In relazione a tale fattispecie il Tribunale di Treviso aveva considerato che “il fatto che il superamento sia modesto non esclude la sussistenza dei requisiti di legge”, mostrandosi così convinto che un superamento, anche irrisorio e del tutto trascurabile non potrebbe non comportare l’assoggettamento a fallimento dell’impresa.
Invece, Corte d’Appello di Venezia, con l’inedita sentenza 847/14 ha così affermato: “La Corte ritiene di non poter condividere un siffatto approccio alla questione sollevata, ossia di non poter avallare una lettura della disposizione normativa in termini meramente ragionieristici, tale per cui qualsiasi superamento anche minimo, anche infinitesimale, di un unico parametro e per una sola annualità, debba per ciò solo comportare che l’impresa non sia esonerata dal fallimento.”.
Ciò anche perché “la ratio della previsione delle cc.dd. soglie di fallibilità, come risultante anche dalla giurisprudenza costituzionale sul punto (Corte Cost. 570/89, 198/09), mira ad escludere dall’assoggettamento a fallimento imprese la cui crisi, per dimensioni aziendali e per entità del dissesto, non sia in grado di suscitare un allarme sociale e che non sia tale da giustificare l’apertura di una procedura concorsuale complessa, onerosa e impegnativa come il fallimento. Si è in tal senso efficacemente osservato che, in siffatte ipotesi, le spese della procedura fallimentare finiscono non di rado per assorbire interamente l’esiguo patrimonio attivo del fallito con ciò evidenziando che si tratta di un rimedio processuale addirittura “impeditivo della tutela dei creditori e un mezzo di difesa insufficiente “.
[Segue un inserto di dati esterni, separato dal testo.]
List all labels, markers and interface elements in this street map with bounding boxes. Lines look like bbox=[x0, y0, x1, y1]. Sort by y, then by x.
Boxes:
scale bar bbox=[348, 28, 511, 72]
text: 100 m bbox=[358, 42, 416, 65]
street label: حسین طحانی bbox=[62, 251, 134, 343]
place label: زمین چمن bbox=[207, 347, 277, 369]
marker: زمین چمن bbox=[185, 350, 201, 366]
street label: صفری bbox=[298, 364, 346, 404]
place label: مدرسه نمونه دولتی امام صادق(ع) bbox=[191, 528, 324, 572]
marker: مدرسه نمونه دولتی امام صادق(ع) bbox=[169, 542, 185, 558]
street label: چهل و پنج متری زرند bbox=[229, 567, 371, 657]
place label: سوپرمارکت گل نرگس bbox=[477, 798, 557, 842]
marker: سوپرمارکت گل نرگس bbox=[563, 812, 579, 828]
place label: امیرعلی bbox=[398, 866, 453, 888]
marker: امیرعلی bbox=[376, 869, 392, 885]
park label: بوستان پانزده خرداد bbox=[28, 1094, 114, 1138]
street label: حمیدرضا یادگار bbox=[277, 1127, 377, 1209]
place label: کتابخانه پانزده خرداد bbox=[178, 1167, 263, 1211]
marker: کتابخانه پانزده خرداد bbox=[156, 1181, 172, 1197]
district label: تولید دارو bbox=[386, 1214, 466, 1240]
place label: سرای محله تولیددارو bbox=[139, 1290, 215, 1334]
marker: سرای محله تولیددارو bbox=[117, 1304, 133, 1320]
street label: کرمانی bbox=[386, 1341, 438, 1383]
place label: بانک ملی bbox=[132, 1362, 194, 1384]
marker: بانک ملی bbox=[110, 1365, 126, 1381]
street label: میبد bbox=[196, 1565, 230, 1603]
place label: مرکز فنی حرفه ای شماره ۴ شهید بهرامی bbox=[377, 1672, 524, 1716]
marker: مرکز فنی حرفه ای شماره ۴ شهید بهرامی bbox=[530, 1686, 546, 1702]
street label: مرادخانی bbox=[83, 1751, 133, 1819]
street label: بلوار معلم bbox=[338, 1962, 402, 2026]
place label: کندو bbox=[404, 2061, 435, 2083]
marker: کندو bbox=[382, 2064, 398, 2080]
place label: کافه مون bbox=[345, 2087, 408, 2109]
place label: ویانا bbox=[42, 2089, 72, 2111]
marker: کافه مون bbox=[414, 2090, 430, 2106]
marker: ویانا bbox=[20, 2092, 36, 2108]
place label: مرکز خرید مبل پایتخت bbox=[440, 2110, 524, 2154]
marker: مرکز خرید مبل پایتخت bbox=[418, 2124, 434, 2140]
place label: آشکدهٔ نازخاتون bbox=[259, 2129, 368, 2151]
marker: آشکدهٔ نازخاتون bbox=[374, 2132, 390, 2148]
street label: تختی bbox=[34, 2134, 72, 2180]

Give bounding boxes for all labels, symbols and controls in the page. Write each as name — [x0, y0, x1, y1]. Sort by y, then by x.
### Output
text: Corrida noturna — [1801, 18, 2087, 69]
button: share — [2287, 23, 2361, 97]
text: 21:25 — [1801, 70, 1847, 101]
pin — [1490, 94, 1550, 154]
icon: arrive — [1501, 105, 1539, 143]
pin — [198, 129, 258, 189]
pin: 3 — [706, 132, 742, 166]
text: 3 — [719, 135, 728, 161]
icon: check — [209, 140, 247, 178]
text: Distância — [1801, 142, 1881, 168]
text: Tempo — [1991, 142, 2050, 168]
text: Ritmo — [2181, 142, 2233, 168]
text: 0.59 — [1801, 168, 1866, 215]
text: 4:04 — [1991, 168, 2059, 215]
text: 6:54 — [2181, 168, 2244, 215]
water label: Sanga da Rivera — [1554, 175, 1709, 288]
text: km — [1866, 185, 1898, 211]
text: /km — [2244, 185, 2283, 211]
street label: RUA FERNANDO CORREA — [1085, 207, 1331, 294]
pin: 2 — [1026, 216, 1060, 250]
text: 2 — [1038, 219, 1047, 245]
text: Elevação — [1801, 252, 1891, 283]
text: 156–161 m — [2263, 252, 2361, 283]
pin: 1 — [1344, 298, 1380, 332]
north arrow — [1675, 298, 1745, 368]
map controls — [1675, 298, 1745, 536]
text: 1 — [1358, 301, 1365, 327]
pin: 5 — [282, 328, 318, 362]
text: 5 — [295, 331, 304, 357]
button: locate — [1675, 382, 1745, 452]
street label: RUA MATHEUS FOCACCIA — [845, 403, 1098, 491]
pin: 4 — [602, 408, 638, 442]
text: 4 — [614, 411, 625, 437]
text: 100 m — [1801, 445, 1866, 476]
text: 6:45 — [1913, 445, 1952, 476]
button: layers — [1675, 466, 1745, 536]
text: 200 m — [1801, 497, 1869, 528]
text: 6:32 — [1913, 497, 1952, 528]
Peraltro veniva adeguatamente valorizzato l’ultimo comma dell’art. 1 della legge fallimentare in forza del quale “i limiti di cui alle lettere a), b) e c) del secondo comma possono essere aggiornati ogni tre anni con decreto del Ministero della giustizia, sulla base della media delle variazioni degli indici Istat dei prezzi al consumo per le famiglie di operai ed impiegati intervenute nel periodo di riferimento”.
Infatti, la ratio della norma è quella di aggiornare i relativi limiti, senza la necessità di un macchinoso intervento legislativo, adeguandoli alle variazioni dell’Istat.
Del resto la disposizione è sicuramente opportuna, tenendo anche conto che il limite del capitale investito nell’impresa, previsto dalla disciplina antecedente la riforma del 2006, era stato dichiarato incostituzionale proprio in quanto il suo mancato adeguamento al valore corrente della moneta lo aveva reso fonte di ingiustificate discriminazioni.
In altri termini per evitare che i parametri di valore innanzi indicati potessero divenire inadeguati nel tempo, è stato previsto un aggiornamento sulla base della media delle variazioni degli indici Istat dei prezzi al consumo per le famiglie di operai e impiegati via via intervenute.
Per tutto quanto sopra la Corte adita, ritenendo quindi che l’inutilità dello strumento fallimentare debba ravvisarsi quando i limiti importi vengano superati in misura lieve, revocava il fallimento della società.